I personally love this kiwi lime loaf cake. While I’ve noticed that loaf cakes are often smothered with a sugary glaze (which is also the case with Ina’s cake), I personally think a cake like this one doesn’t need that. It has enough flavor as it is.
It’s still sweet, but doesn’t have an overpowering sugary taste. When baked it is brushed with sweet lime juice which makes the cake beautifully moist and glossy. Thanks to kiwi and limes, it smells absolutely amazing, and so will your kitchen when you make this. You’ll have Spring and sunshine even on a rainy cold day.
I love to eat this cake with a cup of coffee and I think it can be an amazing Spring brunch dessert served with a glass of homemade iced tea. It becomes even a bigger crowd-pleaser if you serve each cake slice on a plate, topped with a big scoop of vanilla ice-cream.
- 350 gr (2 1/4 cups) all purpose flour, sifted
- 2 1/2 teaspoons baking powder
- 1/2 teaspoon salt
- 150 gr (1/2 cup) Greek yogurt
- 3 kiwis (250 gr or 0.5 pound), peeled and pureed
- juice and zest of 1 lime (110 gr or almost 4 oz)
- 235 gr (1 cup) + 4 TBSPs granulated sugar
- 4 eggs
- 1/2 teaspoon vanilla paste
- 120 ml (1/2 cup) sunflower oil
- Lightly grease a loaf pan with oil, line it with parchment paper (at least the bottom) and brush with more oil. Sprinkle with flour, set aside. Preheat the oven to 180 degrees C (350°F) and place a rack in the middle of the oven.
- In a bowl, whisk together the flour, baking powder and salt.
- In another large bowl, whisk together the yogurt, pureed kiwis, lime zest and granulated sugar. Add eggs one by one, mix until incorporated. Lastly whisk in the vanilla paste.
- Slowly add dry ingredients to wet, whisking gently.
- Fold in the oil with a spatula (do not overmix!).
- Pour batter into the prepared pan and bake for 50-60 minutes, until golden brown in color and a toothpick (or cake tester) inserted in the center of the cake comes out clean.
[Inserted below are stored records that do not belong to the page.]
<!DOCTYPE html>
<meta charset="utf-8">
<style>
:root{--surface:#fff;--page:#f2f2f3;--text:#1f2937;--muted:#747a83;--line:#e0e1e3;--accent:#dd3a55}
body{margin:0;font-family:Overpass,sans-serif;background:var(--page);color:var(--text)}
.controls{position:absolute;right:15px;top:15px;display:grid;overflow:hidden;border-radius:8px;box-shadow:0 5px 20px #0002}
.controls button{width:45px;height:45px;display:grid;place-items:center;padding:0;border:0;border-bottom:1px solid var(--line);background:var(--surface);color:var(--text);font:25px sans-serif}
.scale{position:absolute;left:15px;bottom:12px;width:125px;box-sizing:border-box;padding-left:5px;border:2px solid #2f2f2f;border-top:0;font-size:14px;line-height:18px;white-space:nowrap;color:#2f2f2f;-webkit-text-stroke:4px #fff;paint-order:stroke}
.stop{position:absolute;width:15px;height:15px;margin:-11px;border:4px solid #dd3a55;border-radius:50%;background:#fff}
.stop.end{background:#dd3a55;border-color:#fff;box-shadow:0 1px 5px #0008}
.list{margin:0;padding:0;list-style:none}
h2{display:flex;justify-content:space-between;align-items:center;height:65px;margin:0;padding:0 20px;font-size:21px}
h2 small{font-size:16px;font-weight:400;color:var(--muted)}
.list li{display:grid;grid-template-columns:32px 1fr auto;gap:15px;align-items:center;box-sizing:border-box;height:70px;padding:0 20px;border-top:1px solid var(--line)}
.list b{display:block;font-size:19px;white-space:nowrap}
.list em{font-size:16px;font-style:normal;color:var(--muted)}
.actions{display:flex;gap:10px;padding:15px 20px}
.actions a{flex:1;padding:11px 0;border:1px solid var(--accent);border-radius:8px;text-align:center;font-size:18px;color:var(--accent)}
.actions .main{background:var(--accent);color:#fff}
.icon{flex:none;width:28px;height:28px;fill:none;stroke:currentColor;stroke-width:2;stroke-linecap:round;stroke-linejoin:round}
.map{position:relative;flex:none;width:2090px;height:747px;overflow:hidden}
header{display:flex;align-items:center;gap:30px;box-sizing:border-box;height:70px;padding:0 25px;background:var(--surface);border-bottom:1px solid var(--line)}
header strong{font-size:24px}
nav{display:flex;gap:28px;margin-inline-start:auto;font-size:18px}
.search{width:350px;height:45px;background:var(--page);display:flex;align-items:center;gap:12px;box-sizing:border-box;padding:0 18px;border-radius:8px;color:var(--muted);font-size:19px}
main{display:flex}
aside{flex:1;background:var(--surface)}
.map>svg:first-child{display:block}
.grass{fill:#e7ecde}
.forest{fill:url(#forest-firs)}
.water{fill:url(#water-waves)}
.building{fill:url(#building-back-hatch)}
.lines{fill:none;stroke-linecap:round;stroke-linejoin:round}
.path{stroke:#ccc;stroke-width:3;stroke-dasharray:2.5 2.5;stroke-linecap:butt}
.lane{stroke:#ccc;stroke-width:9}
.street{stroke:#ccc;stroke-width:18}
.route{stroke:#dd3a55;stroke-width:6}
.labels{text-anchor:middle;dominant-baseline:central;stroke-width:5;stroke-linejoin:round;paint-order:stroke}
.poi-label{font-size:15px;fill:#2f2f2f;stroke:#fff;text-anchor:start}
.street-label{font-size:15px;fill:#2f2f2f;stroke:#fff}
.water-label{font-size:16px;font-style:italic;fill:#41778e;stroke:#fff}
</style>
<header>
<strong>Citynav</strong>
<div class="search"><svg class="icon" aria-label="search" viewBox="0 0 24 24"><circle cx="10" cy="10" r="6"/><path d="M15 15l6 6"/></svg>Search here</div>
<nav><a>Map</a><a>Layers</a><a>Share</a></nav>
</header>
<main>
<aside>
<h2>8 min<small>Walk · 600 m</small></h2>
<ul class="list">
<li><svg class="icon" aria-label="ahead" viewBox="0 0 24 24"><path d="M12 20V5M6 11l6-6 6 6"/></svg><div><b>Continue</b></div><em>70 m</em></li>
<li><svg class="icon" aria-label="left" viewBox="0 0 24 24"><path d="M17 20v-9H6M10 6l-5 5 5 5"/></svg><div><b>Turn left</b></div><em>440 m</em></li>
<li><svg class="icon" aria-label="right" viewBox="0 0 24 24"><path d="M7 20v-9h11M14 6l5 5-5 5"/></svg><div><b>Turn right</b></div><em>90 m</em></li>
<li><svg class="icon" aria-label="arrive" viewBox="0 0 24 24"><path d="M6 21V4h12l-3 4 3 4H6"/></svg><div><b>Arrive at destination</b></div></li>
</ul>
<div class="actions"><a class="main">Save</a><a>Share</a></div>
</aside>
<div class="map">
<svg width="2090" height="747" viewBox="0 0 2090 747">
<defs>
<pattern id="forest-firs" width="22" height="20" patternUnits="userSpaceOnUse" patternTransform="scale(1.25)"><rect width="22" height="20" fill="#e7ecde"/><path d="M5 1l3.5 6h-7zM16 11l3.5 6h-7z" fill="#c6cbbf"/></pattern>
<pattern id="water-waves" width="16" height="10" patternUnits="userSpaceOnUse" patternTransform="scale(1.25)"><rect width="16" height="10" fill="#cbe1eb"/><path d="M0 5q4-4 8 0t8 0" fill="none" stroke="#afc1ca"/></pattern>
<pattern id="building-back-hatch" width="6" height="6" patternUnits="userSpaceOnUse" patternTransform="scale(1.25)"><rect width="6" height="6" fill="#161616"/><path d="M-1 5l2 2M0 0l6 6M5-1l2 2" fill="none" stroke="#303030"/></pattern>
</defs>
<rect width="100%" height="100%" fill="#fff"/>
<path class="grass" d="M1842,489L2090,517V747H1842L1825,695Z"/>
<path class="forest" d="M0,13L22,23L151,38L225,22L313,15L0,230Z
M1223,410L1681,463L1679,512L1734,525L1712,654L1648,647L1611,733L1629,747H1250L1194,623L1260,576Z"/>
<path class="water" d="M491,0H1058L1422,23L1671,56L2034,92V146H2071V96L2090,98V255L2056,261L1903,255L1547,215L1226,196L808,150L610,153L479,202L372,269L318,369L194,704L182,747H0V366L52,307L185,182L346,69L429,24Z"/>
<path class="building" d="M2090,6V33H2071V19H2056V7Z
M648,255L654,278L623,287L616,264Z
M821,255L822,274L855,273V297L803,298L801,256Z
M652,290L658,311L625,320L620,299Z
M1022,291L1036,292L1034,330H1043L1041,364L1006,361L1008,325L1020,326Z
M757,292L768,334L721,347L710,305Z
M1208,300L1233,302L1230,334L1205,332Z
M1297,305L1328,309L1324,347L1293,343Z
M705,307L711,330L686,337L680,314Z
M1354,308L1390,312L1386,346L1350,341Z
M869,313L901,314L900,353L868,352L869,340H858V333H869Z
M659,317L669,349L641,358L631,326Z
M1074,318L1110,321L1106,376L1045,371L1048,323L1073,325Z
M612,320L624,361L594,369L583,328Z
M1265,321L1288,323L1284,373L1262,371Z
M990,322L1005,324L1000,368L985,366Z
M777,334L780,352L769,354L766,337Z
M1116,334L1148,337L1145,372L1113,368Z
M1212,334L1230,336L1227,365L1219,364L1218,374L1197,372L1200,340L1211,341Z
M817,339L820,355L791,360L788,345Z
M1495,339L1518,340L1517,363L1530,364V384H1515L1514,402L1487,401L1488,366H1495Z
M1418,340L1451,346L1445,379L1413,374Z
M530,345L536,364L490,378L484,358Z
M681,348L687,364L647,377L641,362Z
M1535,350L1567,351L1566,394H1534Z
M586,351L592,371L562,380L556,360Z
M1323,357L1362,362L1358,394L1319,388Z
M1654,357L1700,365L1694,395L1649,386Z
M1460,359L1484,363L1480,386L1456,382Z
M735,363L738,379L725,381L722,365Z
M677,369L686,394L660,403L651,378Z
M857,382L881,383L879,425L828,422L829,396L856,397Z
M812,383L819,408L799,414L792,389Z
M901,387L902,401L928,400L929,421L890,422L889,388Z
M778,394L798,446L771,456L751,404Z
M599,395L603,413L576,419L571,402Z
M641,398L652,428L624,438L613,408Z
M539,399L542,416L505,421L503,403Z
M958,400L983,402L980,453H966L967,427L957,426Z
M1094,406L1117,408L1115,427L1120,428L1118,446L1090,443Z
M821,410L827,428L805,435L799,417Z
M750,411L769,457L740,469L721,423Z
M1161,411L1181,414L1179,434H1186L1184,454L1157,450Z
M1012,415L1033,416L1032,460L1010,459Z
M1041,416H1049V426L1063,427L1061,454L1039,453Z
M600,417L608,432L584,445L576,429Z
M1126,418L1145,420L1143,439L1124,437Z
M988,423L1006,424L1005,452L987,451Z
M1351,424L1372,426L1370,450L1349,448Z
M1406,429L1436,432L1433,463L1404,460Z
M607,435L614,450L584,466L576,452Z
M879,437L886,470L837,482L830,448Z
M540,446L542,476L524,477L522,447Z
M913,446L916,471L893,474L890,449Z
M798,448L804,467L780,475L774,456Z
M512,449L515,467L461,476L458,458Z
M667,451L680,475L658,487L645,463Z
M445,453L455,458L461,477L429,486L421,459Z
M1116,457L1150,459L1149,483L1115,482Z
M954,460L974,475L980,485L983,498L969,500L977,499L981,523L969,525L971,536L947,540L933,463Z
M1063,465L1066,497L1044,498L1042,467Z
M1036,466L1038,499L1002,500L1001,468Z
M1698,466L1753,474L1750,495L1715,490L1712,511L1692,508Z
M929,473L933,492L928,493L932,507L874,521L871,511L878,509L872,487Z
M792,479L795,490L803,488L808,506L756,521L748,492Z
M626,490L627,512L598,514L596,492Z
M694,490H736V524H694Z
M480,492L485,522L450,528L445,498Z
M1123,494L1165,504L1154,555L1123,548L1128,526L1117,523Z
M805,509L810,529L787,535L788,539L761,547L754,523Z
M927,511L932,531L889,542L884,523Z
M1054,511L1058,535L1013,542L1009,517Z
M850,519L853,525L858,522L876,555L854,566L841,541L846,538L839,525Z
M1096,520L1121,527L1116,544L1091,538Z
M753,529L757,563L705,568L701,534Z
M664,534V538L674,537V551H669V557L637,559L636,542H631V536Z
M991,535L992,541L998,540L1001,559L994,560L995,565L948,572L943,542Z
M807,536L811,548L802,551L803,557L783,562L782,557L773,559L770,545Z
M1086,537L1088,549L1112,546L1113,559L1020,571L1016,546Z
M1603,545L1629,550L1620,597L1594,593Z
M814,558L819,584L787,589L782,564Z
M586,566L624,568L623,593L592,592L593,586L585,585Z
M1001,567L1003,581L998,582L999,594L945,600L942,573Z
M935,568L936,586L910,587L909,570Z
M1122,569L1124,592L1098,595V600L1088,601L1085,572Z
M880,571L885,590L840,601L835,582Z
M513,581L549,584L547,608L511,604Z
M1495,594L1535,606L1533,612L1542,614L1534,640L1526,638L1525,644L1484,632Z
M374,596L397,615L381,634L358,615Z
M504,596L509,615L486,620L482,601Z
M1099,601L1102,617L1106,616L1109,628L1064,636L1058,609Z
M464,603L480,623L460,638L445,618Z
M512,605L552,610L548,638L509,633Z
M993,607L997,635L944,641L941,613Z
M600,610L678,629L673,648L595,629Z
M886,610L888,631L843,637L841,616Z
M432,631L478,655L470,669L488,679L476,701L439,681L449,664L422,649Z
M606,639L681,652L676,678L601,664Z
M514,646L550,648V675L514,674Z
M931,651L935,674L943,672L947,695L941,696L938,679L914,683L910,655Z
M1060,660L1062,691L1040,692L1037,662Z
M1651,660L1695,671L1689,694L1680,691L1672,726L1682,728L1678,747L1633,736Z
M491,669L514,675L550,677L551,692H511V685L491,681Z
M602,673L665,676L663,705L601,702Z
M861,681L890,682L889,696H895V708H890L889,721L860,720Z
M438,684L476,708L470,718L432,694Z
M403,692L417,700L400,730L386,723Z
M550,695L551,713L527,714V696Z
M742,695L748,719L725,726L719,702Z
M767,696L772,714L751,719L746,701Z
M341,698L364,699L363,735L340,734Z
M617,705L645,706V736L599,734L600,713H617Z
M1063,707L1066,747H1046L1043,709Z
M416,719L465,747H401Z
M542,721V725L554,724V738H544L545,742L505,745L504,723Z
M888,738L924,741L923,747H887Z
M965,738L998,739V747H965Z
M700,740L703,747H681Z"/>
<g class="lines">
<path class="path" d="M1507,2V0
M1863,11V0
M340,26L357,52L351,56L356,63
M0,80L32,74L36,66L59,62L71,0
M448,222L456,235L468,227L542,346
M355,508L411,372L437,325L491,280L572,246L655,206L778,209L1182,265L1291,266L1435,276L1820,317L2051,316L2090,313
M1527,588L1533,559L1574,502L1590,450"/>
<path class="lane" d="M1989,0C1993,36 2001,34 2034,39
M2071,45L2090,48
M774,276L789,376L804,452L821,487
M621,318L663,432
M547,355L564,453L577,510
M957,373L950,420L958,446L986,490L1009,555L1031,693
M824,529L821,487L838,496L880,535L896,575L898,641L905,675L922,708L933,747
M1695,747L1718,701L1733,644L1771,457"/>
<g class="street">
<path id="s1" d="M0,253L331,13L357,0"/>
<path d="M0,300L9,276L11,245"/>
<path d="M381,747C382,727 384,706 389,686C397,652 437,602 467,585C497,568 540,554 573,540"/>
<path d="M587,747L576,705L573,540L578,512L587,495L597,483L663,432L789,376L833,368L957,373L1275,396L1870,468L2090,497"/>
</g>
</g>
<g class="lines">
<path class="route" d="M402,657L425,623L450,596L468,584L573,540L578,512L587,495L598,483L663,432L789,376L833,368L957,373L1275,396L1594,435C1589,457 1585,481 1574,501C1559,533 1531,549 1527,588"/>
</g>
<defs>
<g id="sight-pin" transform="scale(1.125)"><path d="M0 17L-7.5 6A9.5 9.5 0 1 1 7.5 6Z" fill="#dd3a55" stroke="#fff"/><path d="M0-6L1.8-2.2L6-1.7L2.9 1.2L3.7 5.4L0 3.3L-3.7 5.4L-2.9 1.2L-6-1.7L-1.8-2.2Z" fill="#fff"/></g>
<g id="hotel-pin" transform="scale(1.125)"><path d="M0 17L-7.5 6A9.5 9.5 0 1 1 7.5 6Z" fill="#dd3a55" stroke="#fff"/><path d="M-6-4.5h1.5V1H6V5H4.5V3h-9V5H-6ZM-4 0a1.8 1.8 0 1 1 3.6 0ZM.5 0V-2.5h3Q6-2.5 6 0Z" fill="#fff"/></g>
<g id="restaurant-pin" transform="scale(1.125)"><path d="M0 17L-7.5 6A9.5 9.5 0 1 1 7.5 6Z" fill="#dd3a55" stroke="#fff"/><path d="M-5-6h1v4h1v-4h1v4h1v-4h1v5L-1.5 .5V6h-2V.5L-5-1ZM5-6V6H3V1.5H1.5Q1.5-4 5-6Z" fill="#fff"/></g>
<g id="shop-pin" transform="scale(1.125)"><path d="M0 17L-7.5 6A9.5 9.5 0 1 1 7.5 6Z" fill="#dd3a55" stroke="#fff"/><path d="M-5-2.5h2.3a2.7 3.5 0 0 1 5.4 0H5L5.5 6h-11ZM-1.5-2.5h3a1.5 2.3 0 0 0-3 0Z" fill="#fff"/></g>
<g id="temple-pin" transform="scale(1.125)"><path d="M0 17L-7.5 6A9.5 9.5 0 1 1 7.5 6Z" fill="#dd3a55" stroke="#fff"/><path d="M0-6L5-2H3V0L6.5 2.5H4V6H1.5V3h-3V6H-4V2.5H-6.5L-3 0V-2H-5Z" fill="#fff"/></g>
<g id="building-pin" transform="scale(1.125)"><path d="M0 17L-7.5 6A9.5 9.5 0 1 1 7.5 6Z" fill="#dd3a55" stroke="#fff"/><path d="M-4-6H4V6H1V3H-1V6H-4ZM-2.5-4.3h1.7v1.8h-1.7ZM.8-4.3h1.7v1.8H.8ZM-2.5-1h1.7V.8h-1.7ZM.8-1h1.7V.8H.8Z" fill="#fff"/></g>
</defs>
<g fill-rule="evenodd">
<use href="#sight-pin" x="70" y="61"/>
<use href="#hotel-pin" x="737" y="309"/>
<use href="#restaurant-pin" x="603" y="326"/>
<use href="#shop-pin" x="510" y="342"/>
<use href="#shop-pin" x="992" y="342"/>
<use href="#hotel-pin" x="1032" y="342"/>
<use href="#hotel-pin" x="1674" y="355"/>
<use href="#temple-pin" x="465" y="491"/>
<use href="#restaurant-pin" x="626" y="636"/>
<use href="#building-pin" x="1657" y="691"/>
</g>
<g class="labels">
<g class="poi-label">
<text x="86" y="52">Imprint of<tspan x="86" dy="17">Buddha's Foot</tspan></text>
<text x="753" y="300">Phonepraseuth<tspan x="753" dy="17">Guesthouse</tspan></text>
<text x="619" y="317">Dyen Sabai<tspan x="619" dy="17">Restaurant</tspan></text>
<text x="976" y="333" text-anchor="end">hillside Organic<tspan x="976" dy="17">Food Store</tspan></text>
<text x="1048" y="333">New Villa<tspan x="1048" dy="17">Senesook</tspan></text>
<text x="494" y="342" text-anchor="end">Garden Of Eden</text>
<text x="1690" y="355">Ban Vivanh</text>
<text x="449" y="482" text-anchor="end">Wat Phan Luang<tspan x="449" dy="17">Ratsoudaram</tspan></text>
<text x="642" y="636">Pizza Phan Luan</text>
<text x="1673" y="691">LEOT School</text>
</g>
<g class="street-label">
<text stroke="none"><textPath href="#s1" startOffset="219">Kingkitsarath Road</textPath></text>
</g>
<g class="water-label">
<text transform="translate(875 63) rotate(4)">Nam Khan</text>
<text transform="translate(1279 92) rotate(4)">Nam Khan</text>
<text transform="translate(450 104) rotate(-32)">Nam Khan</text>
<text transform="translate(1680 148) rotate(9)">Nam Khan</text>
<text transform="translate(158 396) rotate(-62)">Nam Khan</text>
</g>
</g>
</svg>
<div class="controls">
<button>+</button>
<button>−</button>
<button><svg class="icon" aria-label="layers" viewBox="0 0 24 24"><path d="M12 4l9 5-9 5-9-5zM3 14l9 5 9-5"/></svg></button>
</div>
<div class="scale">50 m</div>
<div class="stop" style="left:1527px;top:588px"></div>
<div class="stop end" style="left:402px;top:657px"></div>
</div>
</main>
- Meanwhile prepare the lime juice. In a small saucepan combine 4 tablespoons lime juice (or a mixture of lime juice and water - depends on the amount of juice you get from your lime) and 4 tablespoons of sugar. Cook until the sugar dissolves and the mixture is clear; set aside.
- When the cake is baked let it cool in the pan for 10 minutes.
- Gently transfer the cake to a wire rack (placed over a sheet pan) and pour over the lime juice. Dip a pastry brush in the lime juice that is left in the pan and brush it over the cake, until the top of the cake is soaked.
- Let it cool completely then serve.
You can add more lime zest, if you wish. The same goes for the glaze - I always make it from 4 tablespoons of liquid, usually a mix of lime juice and water - as much as I need to get to the 4 TBSPs. I wouldn't add more than 2 TBSPs of water though, in that case I recommend juicing another lime instead.
How yellow your cake ends up being depends solely on the color of the egg yolks (they can vary from pale yellow to strong orange).
Easiest way to peel a kiwi: slice it in half and scoop the flesh out with a spoon.
Puree the kiwis in a blender. If you don't have it chop them finely with a knife.
This recipe is adapted from Lemon yogurt cake by Ina Garten. Her recipe calls for an additional sugar glaze, but I don't think this cake needs it.